Please help me in order to find out the rca


#3

Please use a single thread, not 3 threads for one problem. Crossposting is not getting you help any sooner, it will just led to wrong advice for the wrong people.

Post the output of “haproxy -vv” and the configuration (especially important are timeout values).


#4

ubuntu@ip-10-0-x-xx:~$ haproxy -vv
HA-Proxy version 1.5.18 2016/05/10
Copyright 2000-2016 Willy Tarreau willy@haproxy.org

Build options :
TARGET = linux2628
CPU = native
CC = gcc
CFLAGS = -O2 -march=native -g -fno-strict-aliasing
OPTIONS = DLMALLOC_SRC=…/malloc.c USE_OPENSSL=1 USE_STATIC_PCRE=1

Default settings :
maxconn = 2000, bufsize = 16384, maxrewrite = 8192, maxpollevents = 200

Encrypted password support via crypt(3): yes
Built without zlib support (USE_ZLIB not set)
Compression algorithms supported : identity
Built with OpenSSL version : OpenSSL 1.0.1f 6 Jan 2014
Running on OpenSSL version : OpenSSL 1.0.1f 6 Jan 2014
OpenSSL library supports TLS extensions : yes
OpenSSL library supports SNI : yes
OpenSSL library supports prefer-server-ciphers : yes
Built with PCRE version : 8.31 2012-07-06
PCRE library supports JIT : no (USE_PCRE_JIT not set)
Built with transparent proxy support using: IP_TRANSPARENT IPV6_TRANSPARENT IP_FREEBIND

Available polling systems :
epoll : pref=300, test result OK
poll : pref=200, test result OK
select : pref=150, test result OK
Total: 3 (3 usable), will use epoll.

ubuntu@ip-10-0-x-xx:~$

ubuntu@ip-10-0-x-xx:~$ cat /etc/haproxy/haproxy.cfg
global
maxconn 500000
user haproxy
group haproxy
daemon
tune.ssl.default-dh-param 2048
stats socket /var/run/haproxy.socket group ganglia mode 775 level operator

defaults
retries 3
option redispatch
maxconn 500000
timeout connect 300000
timeout client 660000
timeout server 660000

frontend inbound
rate-limit sessions 5000
mode tcp
bind *:port1
bind *:port2
bind *:port3
bind *:443 ssl crt /etc/ssl-cert-path/new-x.y.z.crt.pem
default_backend bk_servers

backend bk_servers
balance listen
server namexyz 10.0.x.yz:port check weight 100 inter 5000
ubuntu@ip-10-0-x-xx:~$


#5

Don’t use DLMALLOC unless you know exactly what you are doing. I have not seen a DLMALLOC build in a long time, it won’t certainly resolve your problems magically.

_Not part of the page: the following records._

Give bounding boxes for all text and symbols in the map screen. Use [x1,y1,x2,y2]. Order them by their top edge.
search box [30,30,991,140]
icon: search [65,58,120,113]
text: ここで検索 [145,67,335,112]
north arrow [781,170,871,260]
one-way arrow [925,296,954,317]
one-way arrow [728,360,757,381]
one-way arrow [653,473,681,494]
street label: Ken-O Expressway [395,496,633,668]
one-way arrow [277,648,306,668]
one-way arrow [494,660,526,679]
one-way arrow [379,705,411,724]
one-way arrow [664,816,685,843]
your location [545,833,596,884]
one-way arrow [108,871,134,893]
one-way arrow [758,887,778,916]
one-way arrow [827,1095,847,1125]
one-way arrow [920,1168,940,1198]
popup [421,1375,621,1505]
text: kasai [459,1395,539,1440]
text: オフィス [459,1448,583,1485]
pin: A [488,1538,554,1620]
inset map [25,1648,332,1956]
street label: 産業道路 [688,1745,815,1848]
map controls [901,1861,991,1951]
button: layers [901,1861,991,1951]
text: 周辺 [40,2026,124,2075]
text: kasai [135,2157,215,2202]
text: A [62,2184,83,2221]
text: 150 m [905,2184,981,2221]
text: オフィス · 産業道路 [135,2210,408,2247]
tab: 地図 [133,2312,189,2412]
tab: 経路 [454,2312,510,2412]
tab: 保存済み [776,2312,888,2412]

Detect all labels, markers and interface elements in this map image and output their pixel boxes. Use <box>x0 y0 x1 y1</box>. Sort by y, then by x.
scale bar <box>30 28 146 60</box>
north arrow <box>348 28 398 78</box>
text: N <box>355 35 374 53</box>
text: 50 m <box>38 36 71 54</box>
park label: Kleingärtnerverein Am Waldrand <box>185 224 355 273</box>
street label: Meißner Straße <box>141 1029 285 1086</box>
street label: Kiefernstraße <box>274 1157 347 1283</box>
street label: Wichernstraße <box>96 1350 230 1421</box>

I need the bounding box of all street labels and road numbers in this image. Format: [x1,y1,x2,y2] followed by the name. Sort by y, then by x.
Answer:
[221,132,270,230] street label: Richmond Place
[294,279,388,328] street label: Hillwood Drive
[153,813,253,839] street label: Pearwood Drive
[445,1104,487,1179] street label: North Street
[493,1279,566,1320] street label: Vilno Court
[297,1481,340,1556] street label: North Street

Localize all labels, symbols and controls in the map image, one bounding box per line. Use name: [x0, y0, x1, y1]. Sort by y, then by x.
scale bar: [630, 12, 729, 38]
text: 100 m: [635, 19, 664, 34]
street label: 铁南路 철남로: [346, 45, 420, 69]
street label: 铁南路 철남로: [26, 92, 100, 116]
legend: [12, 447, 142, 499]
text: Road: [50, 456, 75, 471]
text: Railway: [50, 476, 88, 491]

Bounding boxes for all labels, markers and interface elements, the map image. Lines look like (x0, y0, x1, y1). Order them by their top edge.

Seems to me the connection don’t timeout, I guess they continue to generate traffic so they don’t timeout.

I suggest you tcpdump those connections to see what kind of traffic still runs through those old processes (pick some of the ports from the lsof output and make a tcpdump filter for it).